(Collected data entries)

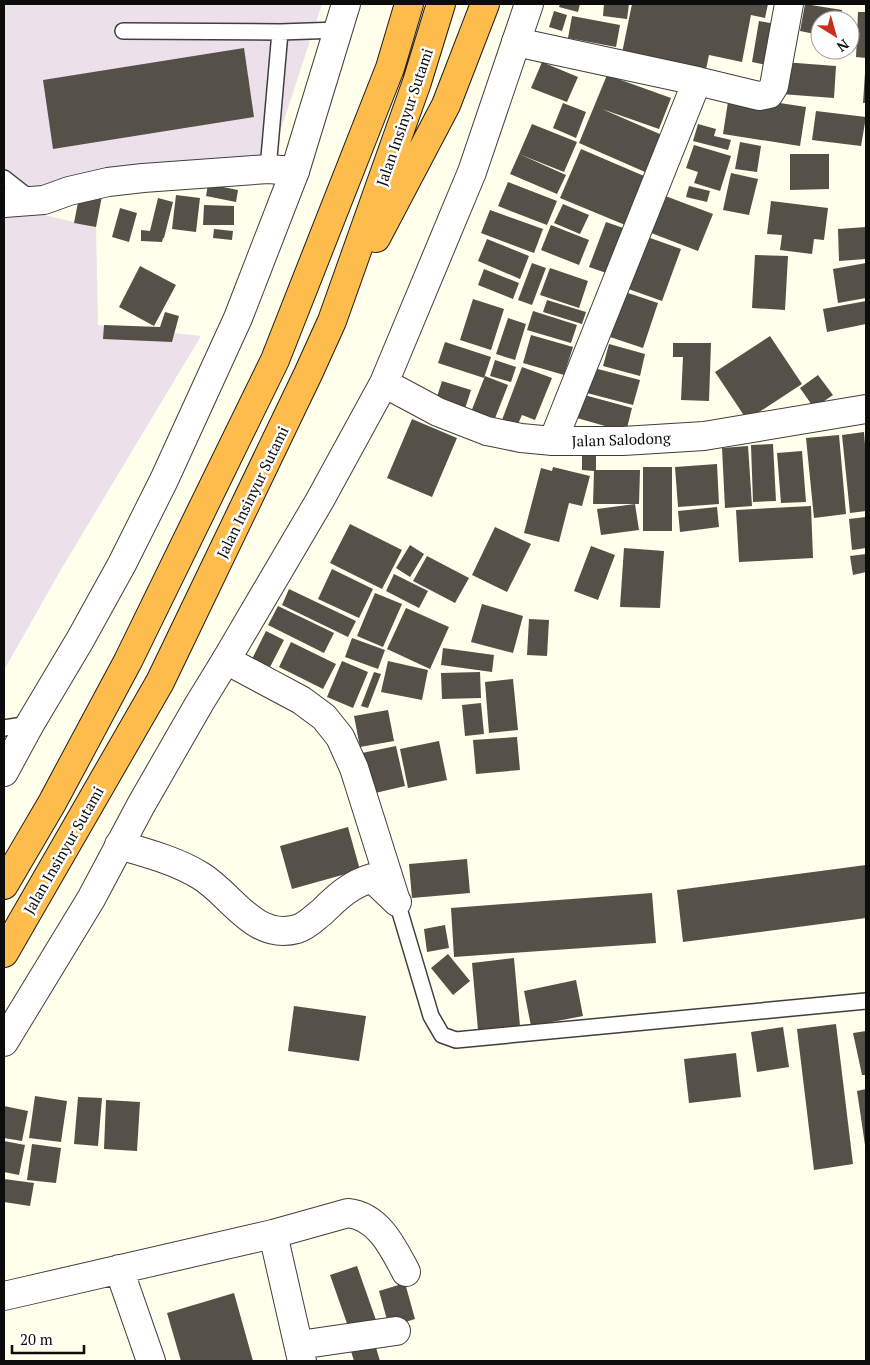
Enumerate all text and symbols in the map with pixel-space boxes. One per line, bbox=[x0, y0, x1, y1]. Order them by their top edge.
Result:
north arrow bbox=[810, 10, 860, 60]
text: N bbox=[833, 35, 853, 57]
street label: Jalan Insinyur Sutami bbox=[371, 46, 437, 188]
street label: Jalan Insinyur Sutami bbox=[211, 423, 293, 561]
street label: Jalan Salodong bbox=[571, 427, 672, 451]
street label: Jalan Insinyur Sutami bbox=[18, 783, 108, 917]
scale bar bbox=[12, 1322, 85, 1354]
text: 20 m bbox=[20, 1329, 53, 1349]

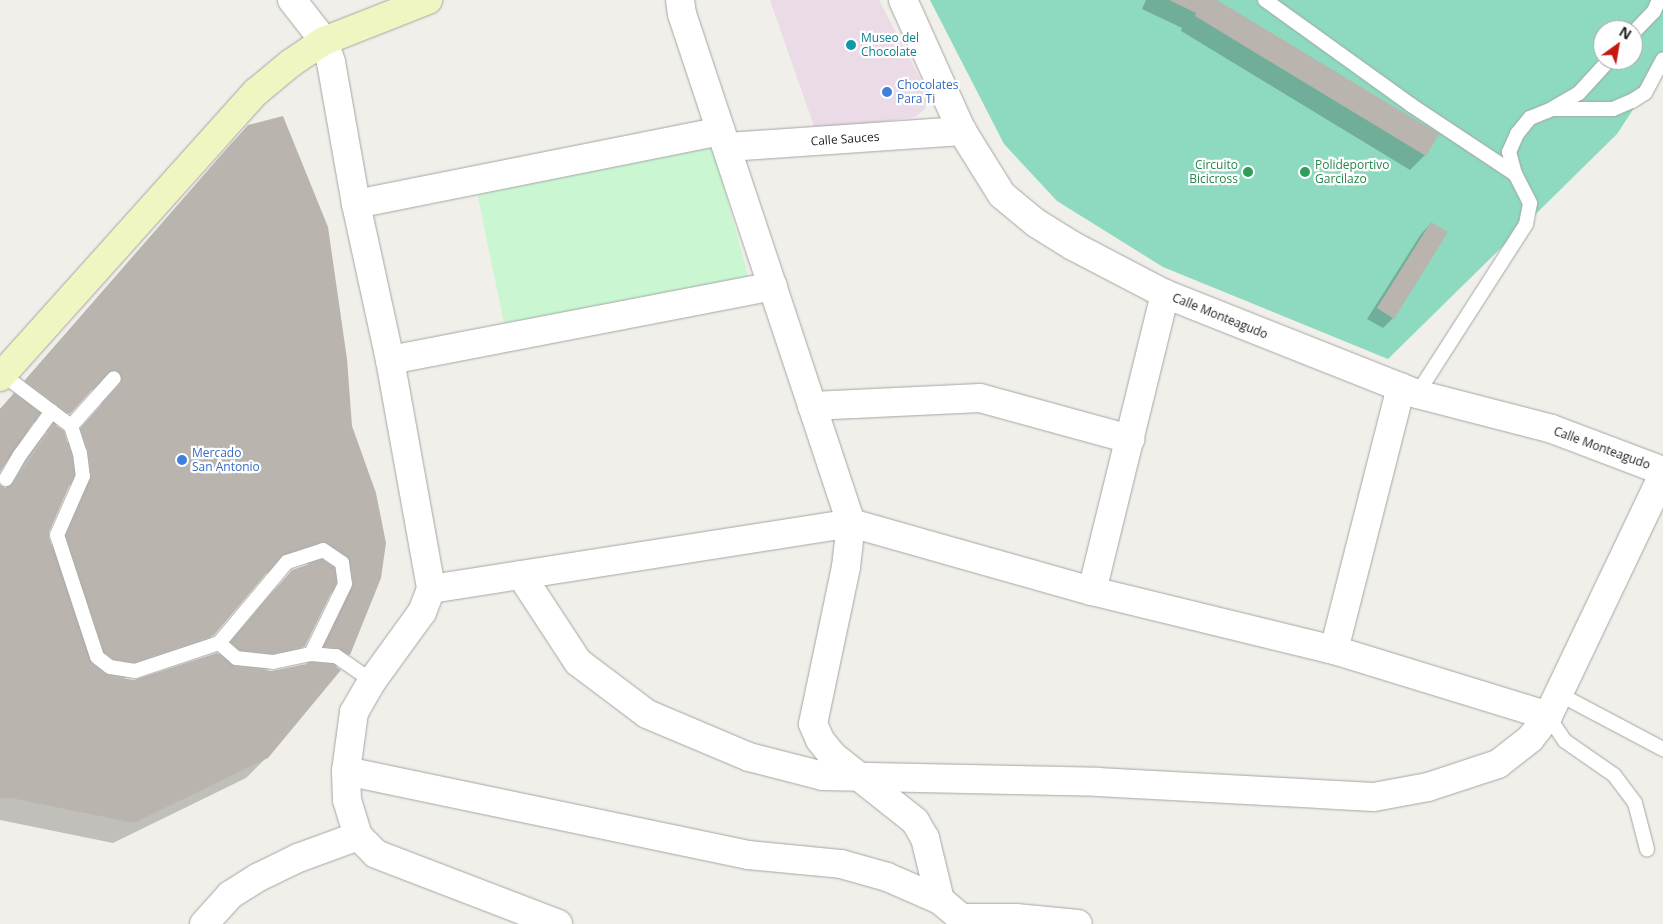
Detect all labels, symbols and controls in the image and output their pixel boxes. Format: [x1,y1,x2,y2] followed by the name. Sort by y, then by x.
[1593,20,1643,70] north arrow
[1616,22,1636,44] text: N
[861,31,919,59] place label: Museo del Chocolate
[845,39,857,51] marker: Museo del Chocolate
[897,78,959,106] place label: Chocolates Para Ti
[881,86,893,98] marker: Chocolates Para Ti
[810,129,880,149] street label: Calle Sauces
[1189,158,1238,186] place label: Circuito Bicicross
[1315,158,1390,186] place label: Polideportivo Garcilazo
[1242,166,1254,178] marker: Circuito Bicicross
[1299,166,1311,178] marker: Polideportivo Garcilazo
[1170,290,1270,342] street label: Calle Monteagudo
[1552,424,1652,472] street label: Calle Monteagudo
[192,446,260,474] place label: Mercado San Antonio
[176,454,188,466] marker: Mercado San Antonio

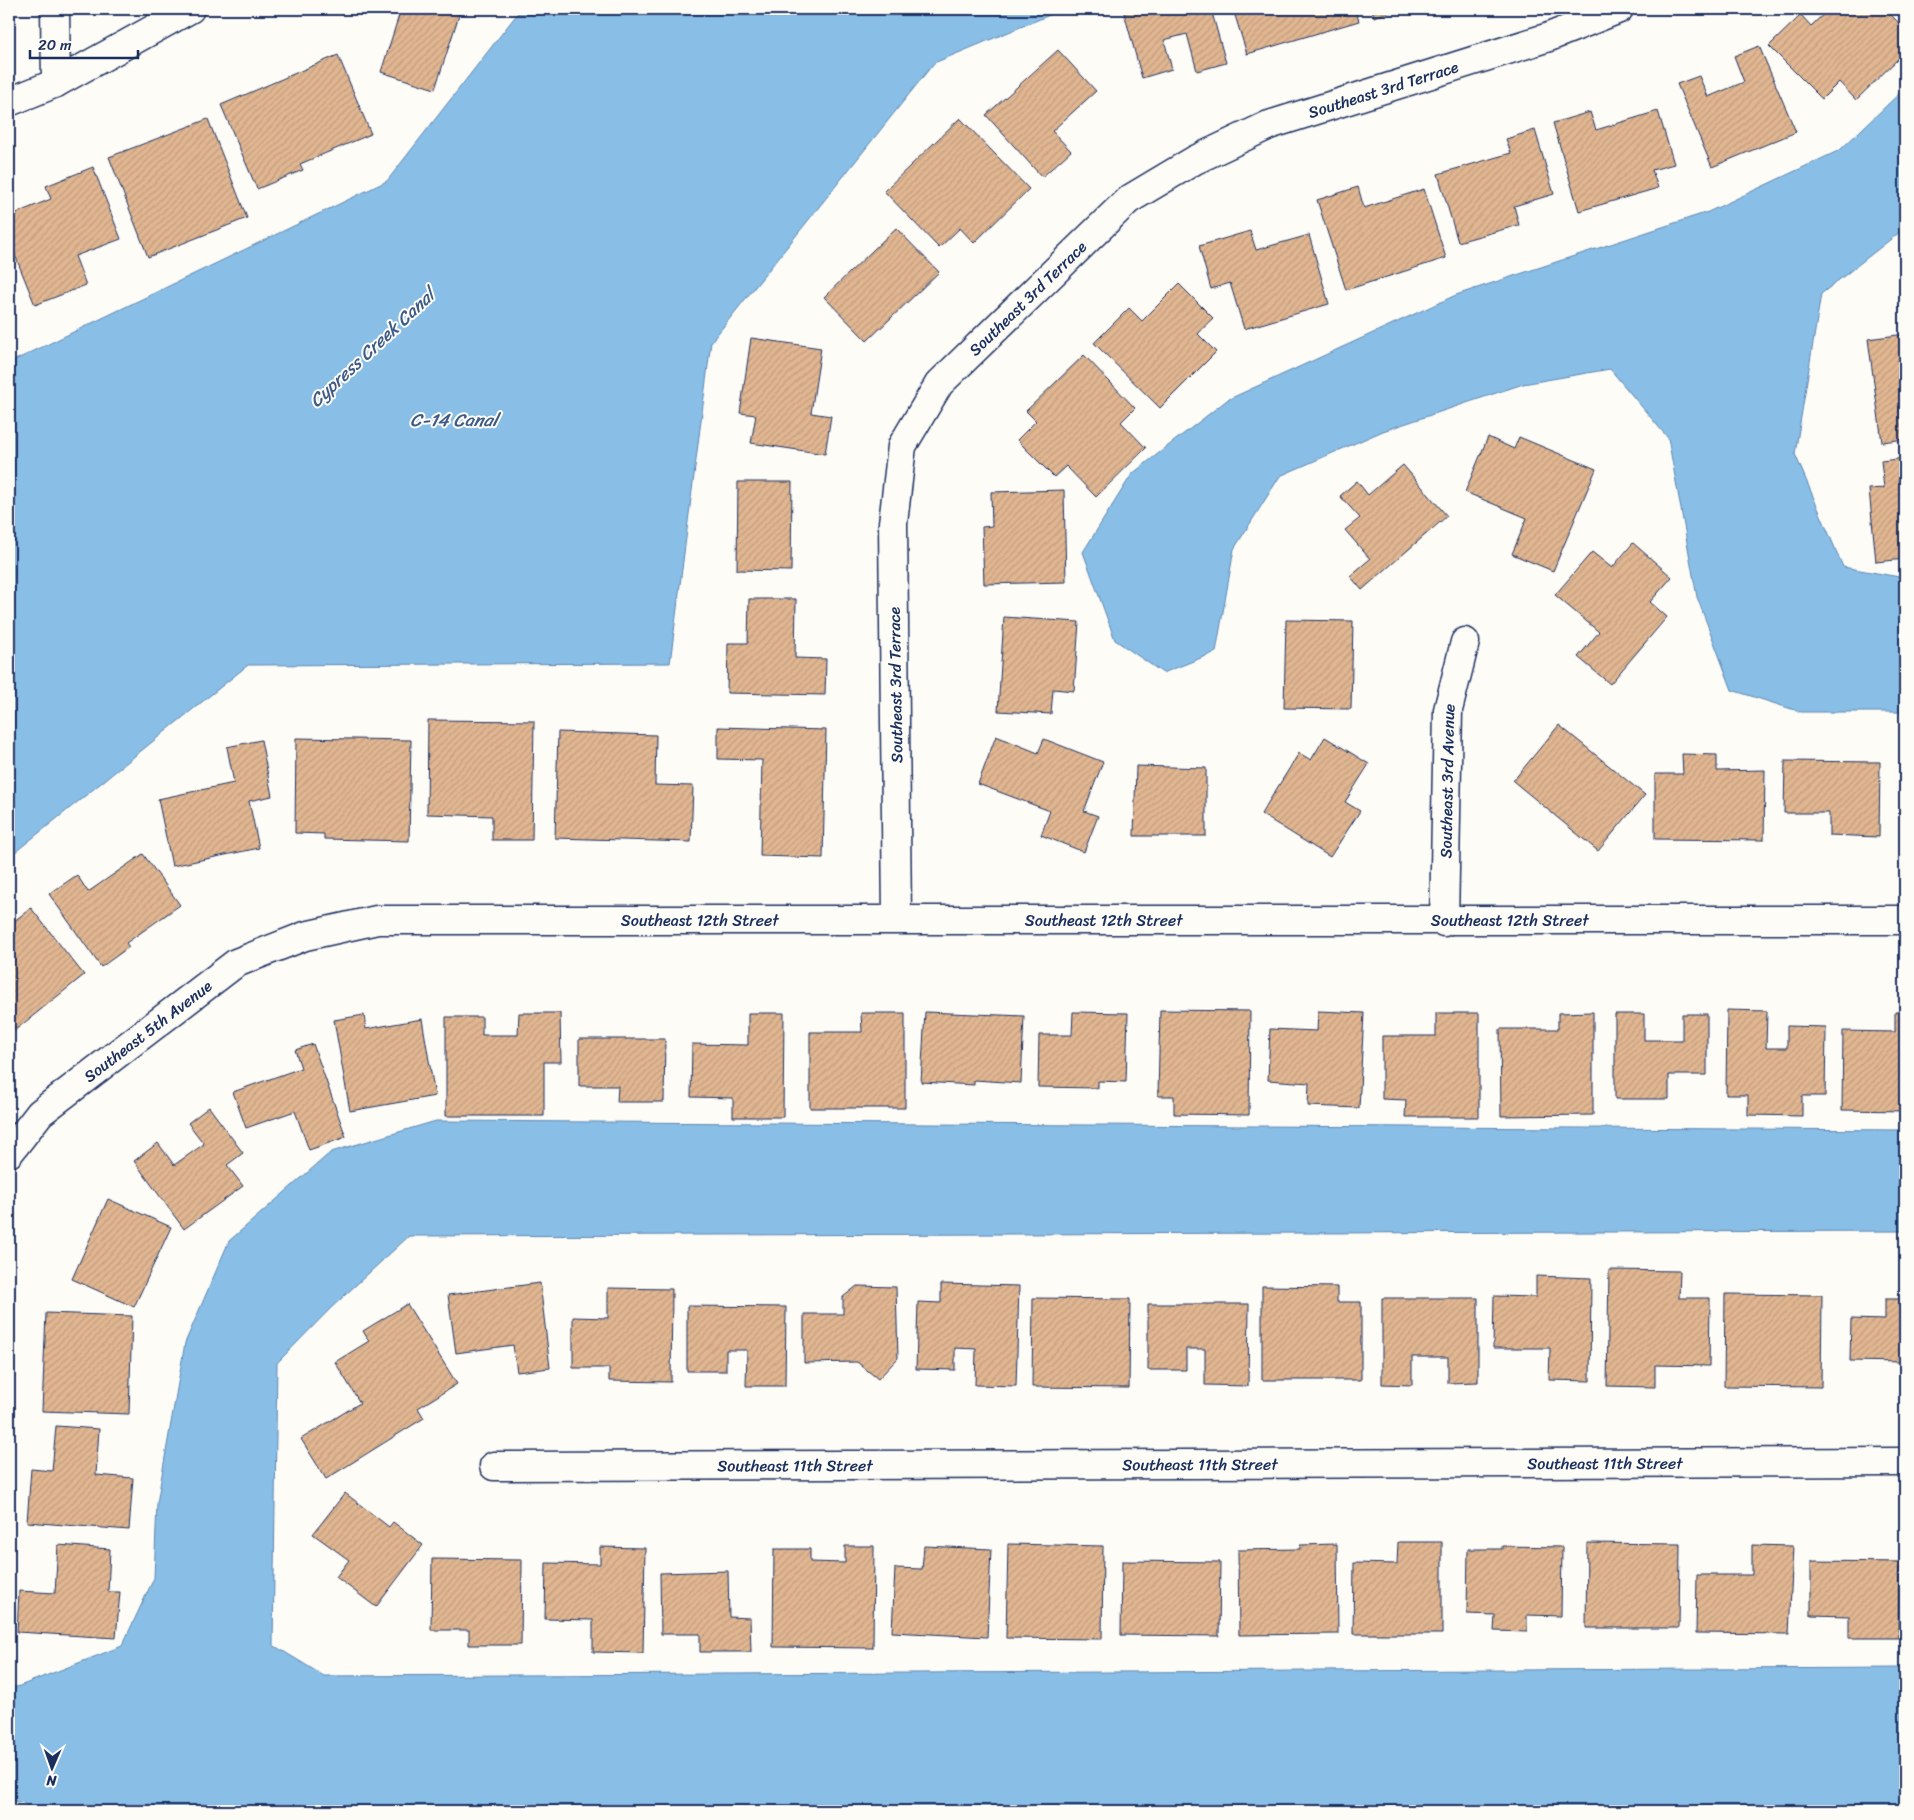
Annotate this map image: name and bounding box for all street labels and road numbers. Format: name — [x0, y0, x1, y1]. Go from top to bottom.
street label: Southeast 3rd Terrace — [1304, 52, 1462, 127]
street label: Southeast 3rd Terrace — [962, 233, 1094, 363]
street label: Southeast 3rd Terrace — [880, 606, 911, 763]
street label: Southeast 3rd Avenue — [1431, 700, 1464, 859]
street label: Southeast 12th Street — [621, 906, 779, 935]
street label: Southeast 12th Street — [1025, 906, 1183, 935]
street label: Southeast 12th Street — [1431, 906, 1589, 935]
street label: Southeast 5th Avenue — [77, 972, 219, 1090]
street label: Southeast 11th Street — [1527, 1449, 1683, 1478]
street label: Southeast 11th Street — [1122, 1450, 1278, 1479]
street label: Southeast 11th Street — [717, 1451, 873, 1480]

Brief: Leave the pictures out and output the rest of the data word for word.

Task response:
Enumerate all text and symbols in the map with pixel-space boxes. One per line, bbox=[x0, y0, x1, y1]. Order them by their top edge.
Result:
north arrow bbox=[810, 10, 860, 60]
text: N bbox=[833, 35, 853, 57]
street label: Jalan Insinyur Sutami bbox=[371, 46, 437, 188]
street label: Jalan Insinyur Sutami bbox=[211, 423, 293, 561]
street label: Jalan Salodong bbox=[571, 427, 672, 451]
street label: Jalan Insinyur Sutami bbox=[18, 783, 108, 917]
scale bar bbox=[12, 1322, 85, 1354]
text: 20 m bbox=[20, 1329, 53, 1349]

Detect all labels, symbols and controls in the image and output their pixel boxes. Format: [x1,y1,x2,y2] followed by the name. Sort by y, then by x.
[1593,20,1643,70] north arrow
[1616,22,1636,44] text: N
[861,31,919,59] place label: Museo del Chocolate
[845,39,857,51] marker: Museo del Chocolate
[897,78,959,106] place label: Chocolates Para Ti
[881,86,893,98] marker: Chocolates Para Ti
[810,129,880,149] street label: Calle Sauces
[1189,158,1238,186] place label: Circuito Bicicross
[1315,158,1390,186] place label: Polideportivo Garcilazo
[1242,166,1254,178] marker: Circuito Bicicross
[1299,166,1311,178] marker: Polideportivo Garcilazo
[1170,290,1270,342] street label: Calle Monteagudo
[1552,424,1652,472] street label: Calle Monteagudo
[192,446,260,474] place label: Mercado San Antonio
[176,454,188,466] marker: Mercado San Antonio

Annotate this map image: name and bounding box for all street labels and road numbers. Format: name — [x0, y0, x1, y1]. Go from top to bottom.
street label: Southeast 3rd Terrace — [1304, 52, 1462, 127]
street label: Southeast 3rd Terrace — [962, 233, 1094, 363]
street label: Southeast 3rd Terrace — [880, 606, 911, 763]
street label: Southeast 3rd Avenue — [1431, 700, 1464, 859]
street label: Southeast 12th Street — [621, 906, 779, 935]
street label: Southeast 12th Street — [1025, 906, 1183, 935]
street label: Southeast 12th Street — [1431, 906, 1589, 935]
street label: Southeast 5th Avenue — [77, 972, 219, 1090]
street label: Southeast 11th Street — [1527, 1449, 1683, 1478]
street label: Southeast 11th Street — [1122, 1450, 1278, 1479]
street label: Southeast 11th Street — [717, 1451, 873, 1480]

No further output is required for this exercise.